I joined her by the window and held her close. I could smell the fragrance on her neck, the usual rose smell with a mix of berries.
"I wish I knew how to look at stars."
As if out of instinct, I pointed at a few stars. "There's Little Dipper and Big Dipper."
"Dear, you know astronomy? Since when?"
"I don't know."
Dinner looked exquisite. It was the usual Korean food Eun Jae and I had, but it looked better, almost like a delicacy.
"Where's the ahjumma?" I asked. I wanted to ask her what she meant by me not remembering.
"She left." Abeonim tried the soup. "She only cooks and then she goes home."
"She probably has family at home." Eun Jae said.
"I don't know, she never mentioned any."
I ate some of the food. It tasted familiar as if I had eaten it before. When?
"Appa, are you going to move back in with us?"
"When you have kids. Hurry up, I want a grandchild."
"Appa!" Eun Jae protested.
"Go, get the mosquito repellent if you're done eating." Abeonim shooed us away.
"Okay, okay. We're going." Eun Jae grabbed my hand and we left the house.
"The air's so refreshing." She commented. I nodded. It was cleaner than city air. The street lamps were already turned on and the whole place looked deserted aside from the few houses which were lit. I remembered how it used to be filled with teenagers hanging out in those stalls or bars where everyone knew each other so a fake ID was futile. But now all the teenagers moved into the city and had families there, they probably visited a lot before but it became less frequent and visits became letters every month...slowly dwindling to occasional postcards on special occasions. This town became an oasis for the elderly instead.

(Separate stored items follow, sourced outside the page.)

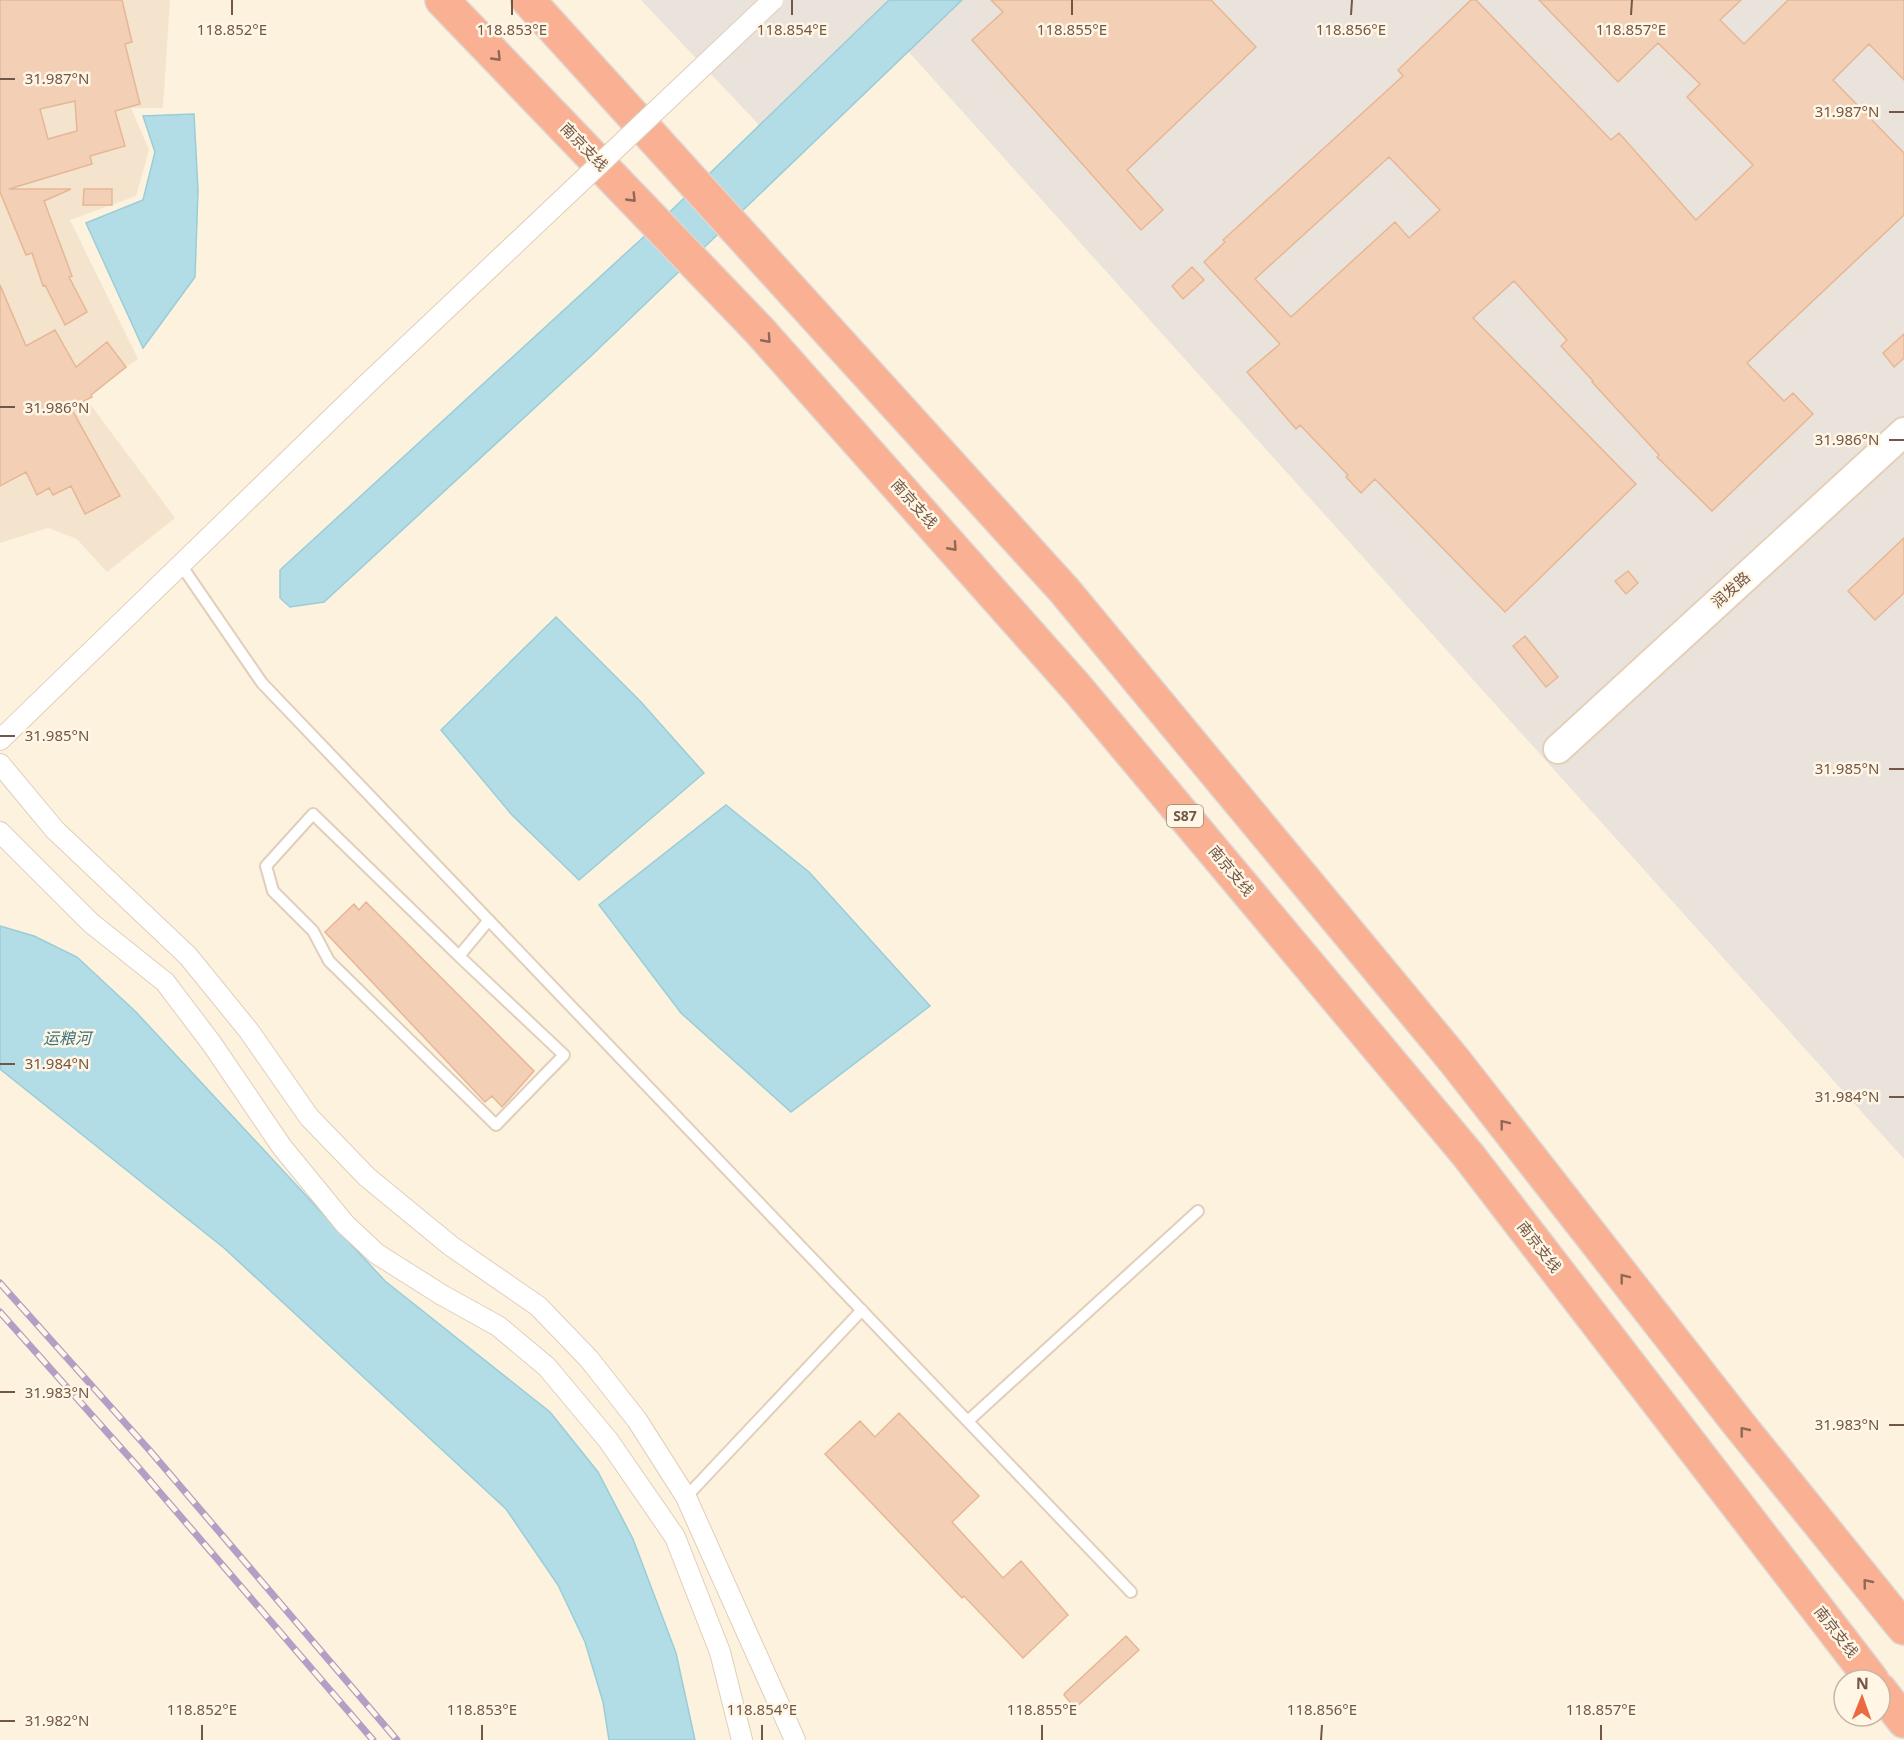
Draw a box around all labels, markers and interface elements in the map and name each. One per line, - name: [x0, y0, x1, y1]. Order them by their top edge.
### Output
- text: 118.852°E: [197, 19, 267, 39]
- text: 118.853°E: [477, 19, 547, 39]
- text: 118.854°E: [757, 19, 827, 39]
- text: 118.855°E: [1037, 19, 1107, 39]
- text: 118.856°E: [1316, 19, 1386, 39]
- text: 118.857°E: [1596, 19, 1666, 39]
- one-way arrow: [490, 51, 501, 61]
- text: 31.987°N: [25, 68, 89, 88]
- text: 31.987°N: [1815, 101, 1879, 121]
- street label: 南京支线: [557, 118, 613, 175]
- one-way arrow: [625, 190, 636, 201]
- one-way arrow: [760, 332, 771, 342]
- text: 31.986°N: [25, 397, 89, 417]
- text: 31.986°N: [1815, 429, 1879, 449]
- street label: 南京支线: [887, 474, 942, 532]
- one-way arrow: [945, 540, 956, 551]
- street label: 润发路: [1707, 567, 1754, 612]
- text: 31.985°N: [25, 725, 89, 745]
- text: 31.985°N: [1815, 758, 1879, 778]
- road number: S87: [1167, 805, 1203, 827]
- street label: 南京支线: [1205, 841, 1259, 900]
- water label: 运粮河: [43, 1027, 94, 1049]
- text: 31.984°N: [25, 1053, 89, 1073]
- text: 31.984°N: [1815, 1086, 1879, 1106]
- one-way arrow: [1500, 1120, 1511, 1131]
- street label: 南京支线: [1513, 1217, 1566, 1276]
- one-way arrow: [1621, 1274, 1632, 1285]
- text: 31.983°N: [25, 1382, 89, 1402]
- text: 31.983°N: [1815, 1414, 1879, 1434]
- one-way arrow: [1741, 1427, 1752, 1438]
- one-way arrow: [1864, 1579, 1875, 1590]
- street label: 南京支线: [1810, 1602, 1863, 1661]
- north arrow: [1832, 1668, 1892, 1728]
- text: N: [1856, 1672, 1869, 1694]
- text: 118.852°E: [167, 1699, 237, 1719]
- text: 118.853°E: [447, 1699, 517, 1719]
- text: 118.854°E: [727, 1699, 797, 1719]
- text: 118.855°E: [1007, 1699, 1077, 1719]
- text: 118.856°E: [1287, 1699, 1357, 1719]
- text: 118.857°E: [1566, 1699, 1636, 1719]
- text: 31.982°N: [25, 1710, 89, 1730]

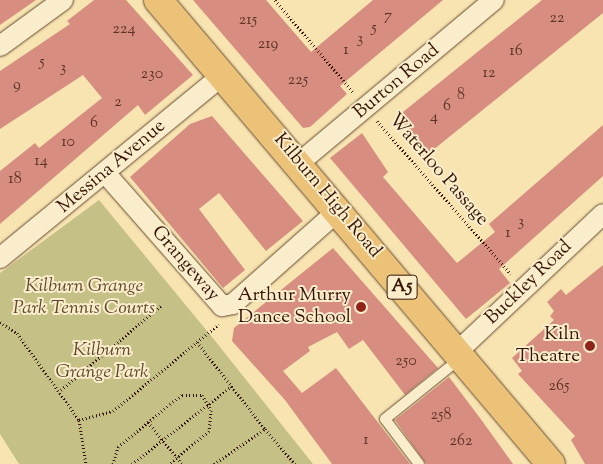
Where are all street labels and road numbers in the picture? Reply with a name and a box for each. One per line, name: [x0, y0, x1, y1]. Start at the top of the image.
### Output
street label: Burton Road: [349, 40, 445, 124]
street label: Waterloo Passage: [383, 109, 493, 231]
street label: Messina Avenue: [53, 115, 171, 219]
street label: Kilburn High Road: [268, 129, 386, 263]
street label: Grangeway: [146, 222, 224, 306]
street label: Buckley Road: [481, 236, 577, 330]
road number: A5: [386, 272, 418, 302]

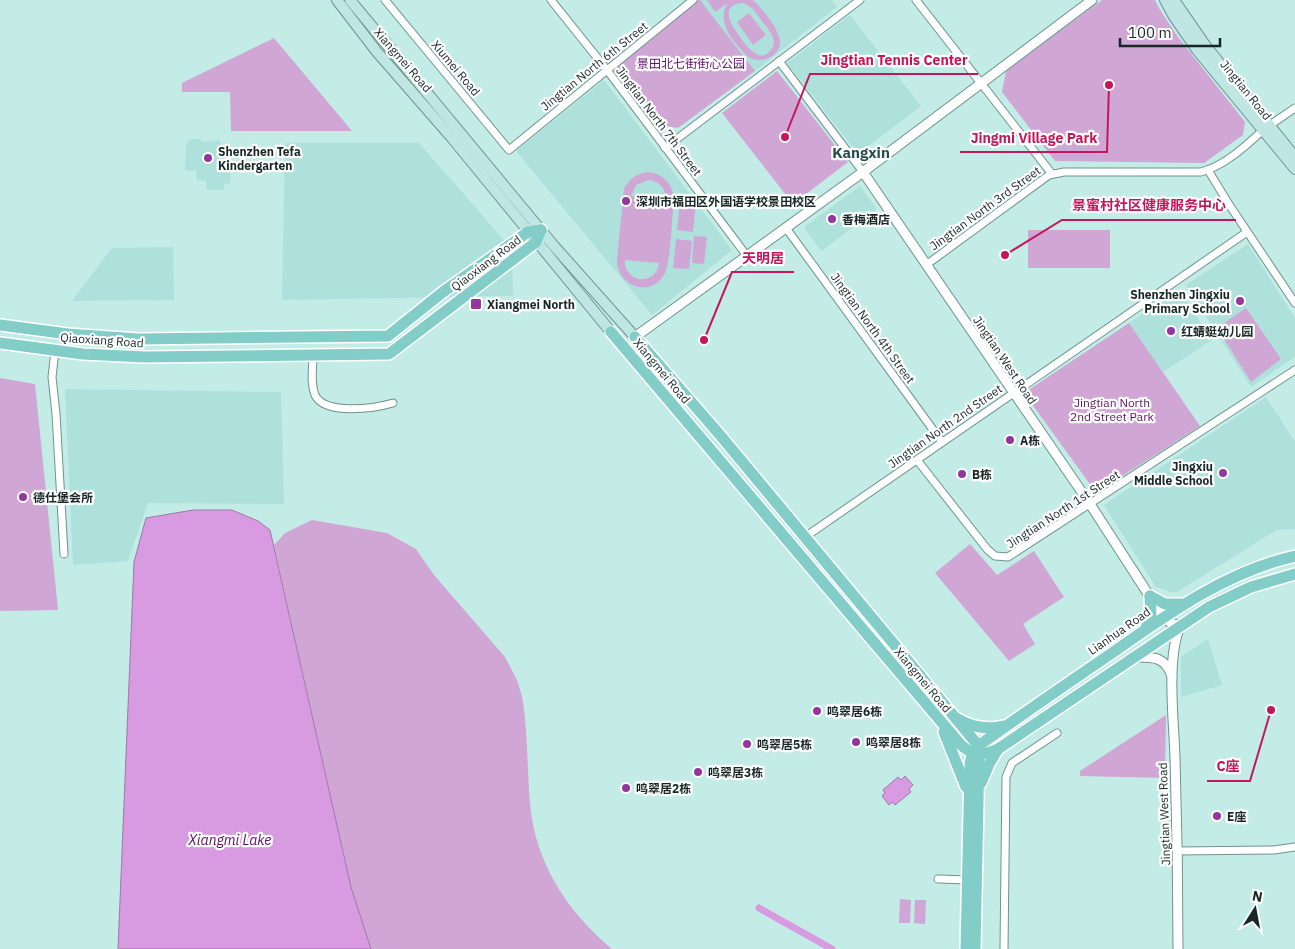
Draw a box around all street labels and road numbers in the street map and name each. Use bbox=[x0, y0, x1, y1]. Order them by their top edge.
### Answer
street label: Jingtian North 6th Street bbox=[538, 18, 650, 114]
street label: Xiangmei Road bbox=[371, 25, 435, 95]
street label: Xiumei Road bbox=[429, 37, 483, 99]
street label: Jingtian Road bbox=[1217, 57, 1275, 123]
street label: Jingtian North 7th Street bbox=[613, 63, 705, 179]
street label: Jingtian North 3rd Street bbox=[927, 163, 1043, 253]
street label: Qiaoxiang Road bbox=[448, 232, 524, 294]
street label: Jingtian North 4th Street bbox=[828, 270, 918, 386]
street label: Jingtian West Road bbox=[970, 313, 1040, 407]
street label: Qiaoxiang Road bbox=[60, 330, 144, 350]
street label: Xiangmei Road bbox=[630, 335, 694, 407]
street label: Jingtian North 2nd Street bbox=[885, 381, 1005, 471]
street label: Jingtian North 1st Street bbox=[1004, 467, 1122, 551]
street label: Lianhua Road bbox=[1085, 604, 1153, 658]
street label: Xiangmei Road bbox=[891, 644, 955, 716]
street label: Jingtian West Road bbox=[1155, 762, 1173, 866]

As we walked, we found the nearest market. I told Eun Jae to go in first and I would follow later.
In a split second, I saw blinding lights.
"Yi Jung." A faint voice called my name.
"Huh?" I opened my eyes and found myself lying in the grass. It was dark out and I got up to see a girl looking angrily at me.
"You fell asleep again." The girl pouted. "This is your second time!"
"Sorry Ga Eul."
"Anyways, what did you dream about? You looked like this while you were sleeping." She furrowed her eyebrows to mimic the expression I had. I laughed and hit her lightly on the forehead.
"Ow!" She touched the spot I hit. "What was your dream about?"
I paused and tried to remember, but I couldn't. "It was a really weird dream." And that's all I knew.